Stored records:

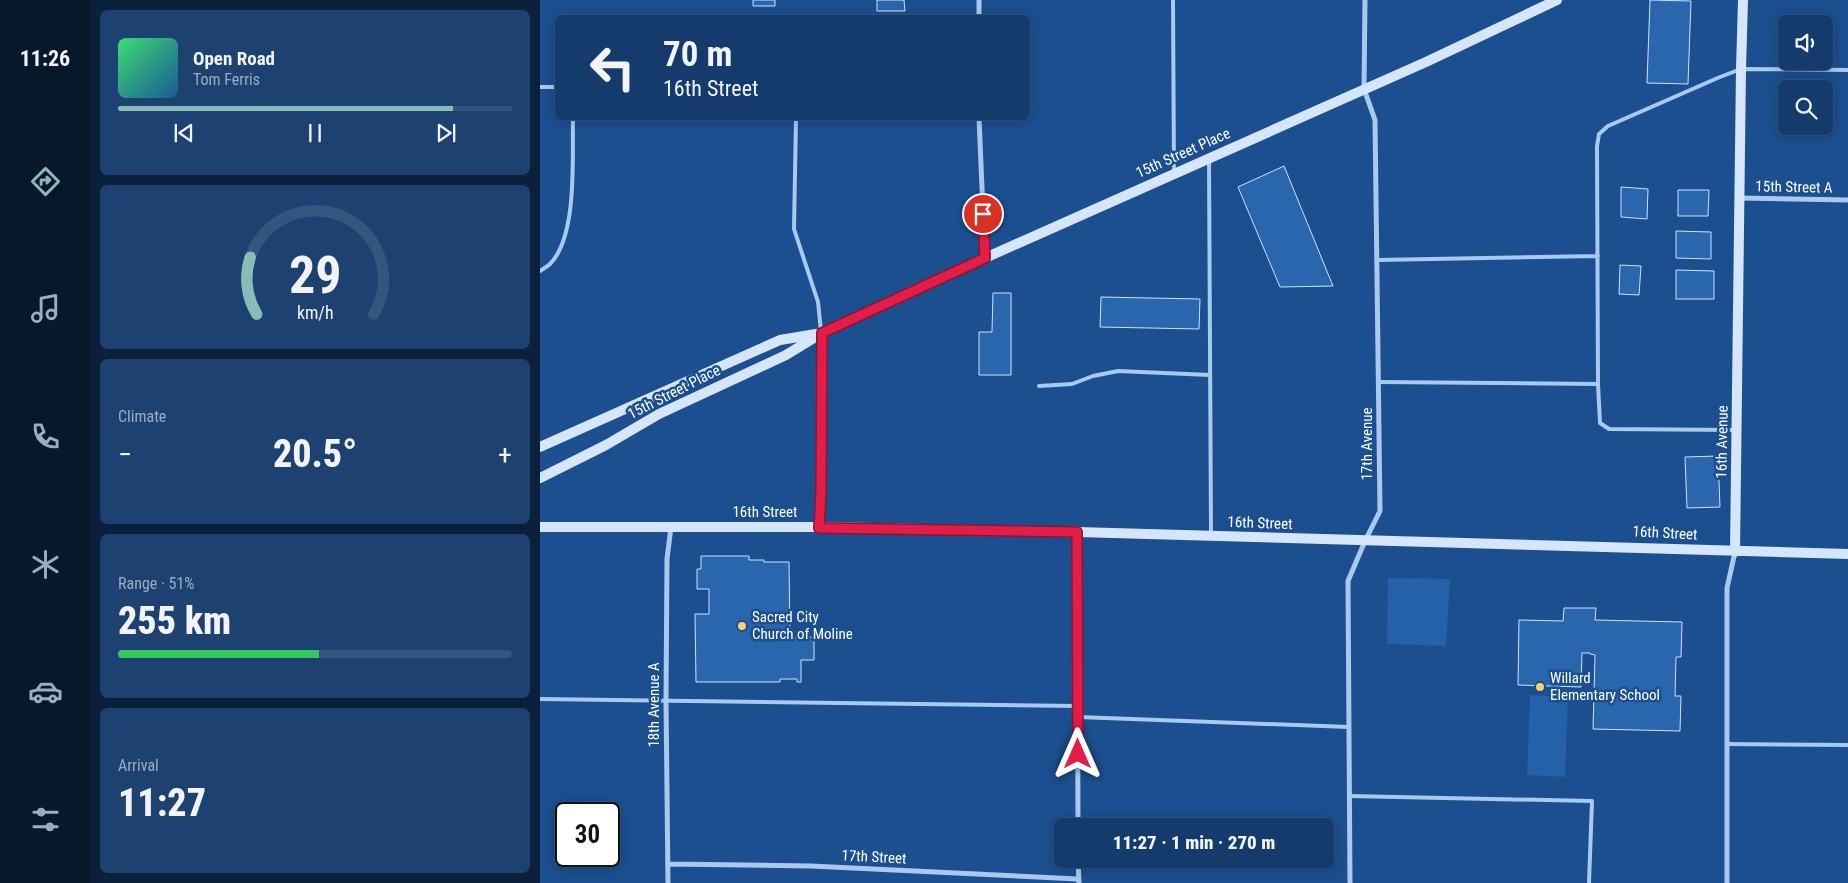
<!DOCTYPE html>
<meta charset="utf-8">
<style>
:root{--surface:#143b6b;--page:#1d4271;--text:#f1f3f6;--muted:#9dadc1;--line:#33557e;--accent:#8bbbb9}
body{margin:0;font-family:"Roboto Condensed",sans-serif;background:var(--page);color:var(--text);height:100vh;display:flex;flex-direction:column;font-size:19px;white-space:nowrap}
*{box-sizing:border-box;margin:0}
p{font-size:16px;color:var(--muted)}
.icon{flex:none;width:28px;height:28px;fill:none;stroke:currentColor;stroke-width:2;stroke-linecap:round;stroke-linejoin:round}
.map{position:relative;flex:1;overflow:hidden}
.drawer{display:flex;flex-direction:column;gap:10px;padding:10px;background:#0b203b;width:450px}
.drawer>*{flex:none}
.guide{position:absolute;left:15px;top:15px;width:475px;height:105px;border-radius:8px;box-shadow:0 2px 12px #0003,0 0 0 1px var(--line);background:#143b6b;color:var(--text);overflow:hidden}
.fabs{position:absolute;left:1238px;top:15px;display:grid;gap:10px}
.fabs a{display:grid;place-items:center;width:55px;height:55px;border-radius:8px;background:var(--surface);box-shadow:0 2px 12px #0003,0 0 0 1px var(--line);font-size:25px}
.speed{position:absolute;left:15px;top:802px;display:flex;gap:10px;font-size:25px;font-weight:700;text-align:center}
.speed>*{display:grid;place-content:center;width:65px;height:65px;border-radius:50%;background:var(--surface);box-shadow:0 2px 12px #0003,0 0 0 1px var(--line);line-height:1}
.speed .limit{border:2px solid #111;border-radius:8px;background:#fff;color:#111}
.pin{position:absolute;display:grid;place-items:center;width:42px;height:42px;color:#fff;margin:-21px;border:2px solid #fff;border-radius:50%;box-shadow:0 1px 5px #0007}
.me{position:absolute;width:55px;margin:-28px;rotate:0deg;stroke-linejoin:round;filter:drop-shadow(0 0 4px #0008)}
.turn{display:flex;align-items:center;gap:18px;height:105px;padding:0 25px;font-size:22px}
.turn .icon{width:65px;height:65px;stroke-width:2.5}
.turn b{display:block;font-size:35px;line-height:42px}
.big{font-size:38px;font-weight:800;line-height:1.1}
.drawer .card{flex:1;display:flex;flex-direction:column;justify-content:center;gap:8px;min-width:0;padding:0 18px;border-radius:8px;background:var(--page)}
.drawer .dial{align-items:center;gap:0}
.dial svg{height:130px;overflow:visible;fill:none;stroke:var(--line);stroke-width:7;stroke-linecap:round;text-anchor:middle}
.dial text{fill:var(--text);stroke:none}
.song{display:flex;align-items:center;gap:15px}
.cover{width:60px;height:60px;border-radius:8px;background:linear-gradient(135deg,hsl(140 70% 55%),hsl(210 70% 35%))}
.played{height:5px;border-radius:2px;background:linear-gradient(90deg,var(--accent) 85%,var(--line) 85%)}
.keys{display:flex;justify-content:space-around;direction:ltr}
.heat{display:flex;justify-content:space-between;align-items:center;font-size:28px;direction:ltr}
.charge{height:8px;border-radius:4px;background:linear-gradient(90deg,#34c759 51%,var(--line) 0)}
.trip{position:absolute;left:514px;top:818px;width:280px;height:50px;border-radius:8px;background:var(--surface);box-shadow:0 2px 12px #0003,0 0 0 1px var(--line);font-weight:800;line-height:50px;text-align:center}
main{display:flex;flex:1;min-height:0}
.dock{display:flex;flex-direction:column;width:90px;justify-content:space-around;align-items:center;background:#08182b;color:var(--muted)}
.dock .icon{width:35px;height:35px}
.dock .current{color:var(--accent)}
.dock b{font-size:22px;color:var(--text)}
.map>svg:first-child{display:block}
</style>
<main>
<nav class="dock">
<b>11:26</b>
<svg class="icon current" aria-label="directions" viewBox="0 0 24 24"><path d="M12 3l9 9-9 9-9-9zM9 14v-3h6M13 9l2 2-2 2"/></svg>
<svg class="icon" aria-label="music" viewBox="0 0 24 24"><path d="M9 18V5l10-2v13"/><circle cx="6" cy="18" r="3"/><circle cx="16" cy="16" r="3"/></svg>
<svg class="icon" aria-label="phone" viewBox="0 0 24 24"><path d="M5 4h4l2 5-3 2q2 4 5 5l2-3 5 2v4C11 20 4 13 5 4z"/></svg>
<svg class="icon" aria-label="climate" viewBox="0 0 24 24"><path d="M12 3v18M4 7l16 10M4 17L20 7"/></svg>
<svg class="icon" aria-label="car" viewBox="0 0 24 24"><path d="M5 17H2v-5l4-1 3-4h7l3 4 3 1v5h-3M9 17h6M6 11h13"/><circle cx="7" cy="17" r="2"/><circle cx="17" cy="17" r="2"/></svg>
<svg class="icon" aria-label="filters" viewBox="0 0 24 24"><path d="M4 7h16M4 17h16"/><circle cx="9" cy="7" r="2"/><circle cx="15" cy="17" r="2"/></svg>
</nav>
<section class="drawer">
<div class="card">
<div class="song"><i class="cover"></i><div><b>Open Road</b><p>Tom Ferris</p></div></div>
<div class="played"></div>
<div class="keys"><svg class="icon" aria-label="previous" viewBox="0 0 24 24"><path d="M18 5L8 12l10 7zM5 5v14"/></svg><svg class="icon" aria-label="pause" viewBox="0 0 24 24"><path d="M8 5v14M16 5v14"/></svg><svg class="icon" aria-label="next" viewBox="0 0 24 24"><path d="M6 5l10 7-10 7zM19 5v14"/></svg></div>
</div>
<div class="card dial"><svg viewBox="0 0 100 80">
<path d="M14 69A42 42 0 1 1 86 69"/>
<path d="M14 69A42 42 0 0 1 10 34" stroke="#8bbbb9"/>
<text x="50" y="56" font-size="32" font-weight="700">29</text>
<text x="50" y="72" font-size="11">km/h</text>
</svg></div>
<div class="card"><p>Climate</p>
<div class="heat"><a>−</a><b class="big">20.5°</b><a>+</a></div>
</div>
<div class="card"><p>Range · 51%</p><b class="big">255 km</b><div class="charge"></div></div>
<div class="card"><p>Arrival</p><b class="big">11:27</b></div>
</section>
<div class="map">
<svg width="1308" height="883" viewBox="0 0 1308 883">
<rect width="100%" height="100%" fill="#1b4f8f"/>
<path fill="#2461a8" d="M848,578L910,579L906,646L847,644Z
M990,695L1028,697L1025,777L987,775Z"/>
<path fill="#2a66ad" stroke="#cfe3fa" d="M213,0H235V6H213Z
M337,0H364L365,11H337Z
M1110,0L1151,1L1148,84L1107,83Z
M744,166L793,286L740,287L698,187Z
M1081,187L1108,189L1107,219L1081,217Z
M1138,190H1169L1168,216H1138Z
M1136,231L1171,232V259L1136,258Z
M1080,265L1101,266L1099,295L1079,294Z
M1136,270L1174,271V299H1136Z
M453,293H471V375H439V332H452Z
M561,297L660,299L659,329L560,327Z
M1178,456L1180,507L1147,508L1145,457Z
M161,556H209V560H224V562H249L250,638L274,637V660H261V682H257V679H240V682H156L155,614H169V589H157V569H161Z
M1024,608H1056L1055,620L1142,622L1141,657H1136L1135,696H1141L1140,731L1053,729L1055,655L1050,654V653H1042L1041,687L978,685L979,620L1023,621Z"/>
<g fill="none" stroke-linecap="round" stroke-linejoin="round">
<path stroke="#a9c9ee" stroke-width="4" d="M633,0L634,173
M0,87H18
M256,118L254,229L278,302L281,331
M669,159L671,534
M838,260L1058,256
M0,271C3,269 7,267 10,264C38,236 32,156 33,118
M839,382L1058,384
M499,386L532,384L553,376L578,371L670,375
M1195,430L1069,429L1060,423L1058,384L1057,146L1059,134L1068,126L1180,77L1201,69L1308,70
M0,699L538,706
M538,717L809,727
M1187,744L1308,745
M809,796L1052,801L1049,883"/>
<path stroke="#a9c9ee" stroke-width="5" d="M439,18V0
M439,118L445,258
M1200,198L1308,200
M537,532L538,826
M538,859L539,883
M128,864L271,866L538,879
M128,883L126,700L127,559L131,527
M810,883L808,581L825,541L840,511L835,120L824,89L825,0
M1187,883V588L1195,552"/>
<path stroke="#d6e6fa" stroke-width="10" d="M0,447L240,340L276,334
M0,478L66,445L119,414L246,355L282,333L445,258L886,62L1017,0
M0,527H279L537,532L1308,554
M279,527L281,493L282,333
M1195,552L1201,69L1203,0"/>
</g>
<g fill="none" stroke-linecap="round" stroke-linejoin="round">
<defs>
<path id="route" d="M443,214L445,258L282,333L281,493L279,528L537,532L538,754"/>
</defs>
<use href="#route" stroke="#92132f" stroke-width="12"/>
<use href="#route" stroke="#e11d48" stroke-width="9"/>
</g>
<g fill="#ffd166" stroke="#1b4f8f" stroke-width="2">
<circle cx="202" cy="626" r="5"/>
<circle cx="1000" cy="687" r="5"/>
</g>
<g text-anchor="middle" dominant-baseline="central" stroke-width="5" stroke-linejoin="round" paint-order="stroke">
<g font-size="15" fill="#fff" stroke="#1b4f8f">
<text transform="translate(643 153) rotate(-24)">15th Street Place</text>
<text transform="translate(1254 187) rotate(1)">15th Street A</text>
<text transform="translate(134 392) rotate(-27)">15th Street Place</text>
<text transform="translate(1182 442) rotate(-89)">16th Avenue</text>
<text transform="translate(827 444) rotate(-90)">17th Avenue</text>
<text x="225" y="512">16th Street</text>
<text transform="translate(720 523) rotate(2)">16th Street</text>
<text transform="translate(1125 533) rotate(3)">16th Street</text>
<text transform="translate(114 705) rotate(-90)">18th Avenue A</text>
<text transform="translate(334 857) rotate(3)">17th Street</text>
</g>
<g font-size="15" fill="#fff" stroke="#1b4f8f" text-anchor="start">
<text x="212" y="617">Sacred City<tspan x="212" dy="17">Church of Moline</tspan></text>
<text x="1010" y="678">Willard<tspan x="1010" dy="17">Elementary School</tspan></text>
</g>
</g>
</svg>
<div class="fabs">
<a><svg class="icon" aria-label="sound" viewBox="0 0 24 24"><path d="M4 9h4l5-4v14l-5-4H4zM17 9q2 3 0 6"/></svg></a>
<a><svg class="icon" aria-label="search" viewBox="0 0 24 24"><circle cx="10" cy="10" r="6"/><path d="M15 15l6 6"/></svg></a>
</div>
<div class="speed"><div class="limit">30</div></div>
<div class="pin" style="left:443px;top:214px;background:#d93025"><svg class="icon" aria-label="arrive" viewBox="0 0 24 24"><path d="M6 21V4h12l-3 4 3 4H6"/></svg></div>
<svg class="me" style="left:538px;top:754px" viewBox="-20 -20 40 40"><path d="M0-17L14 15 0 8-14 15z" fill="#e11d48" stroke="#fff" stroke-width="4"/></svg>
<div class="trip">11:27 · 1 min · 270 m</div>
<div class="guide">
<div class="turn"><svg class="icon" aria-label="left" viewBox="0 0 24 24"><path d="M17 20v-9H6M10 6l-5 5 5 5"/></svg><div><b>70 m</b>16th Street</div></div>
</div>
</div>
</main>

** WORK REQUEST **
For every line in the data above that holds "overflow", return the line itself.

** SOLUTION **
.map{position:relative;flex:1;overflow:hidden}
.guide{position:absolute;left:15px;top:15px;width:475px;height:105px;border-radius:8px;box-shadow:0 2px 12px #0003,0 0 0 1px var(--line);background:#143b6b;color:var(--text);overflow:hidden}
.dial svg{height:130px;overflow:visible;fill:none;stroke:var(--line);stroke-width:7;stroke-linecap:round;text-anchor:middle}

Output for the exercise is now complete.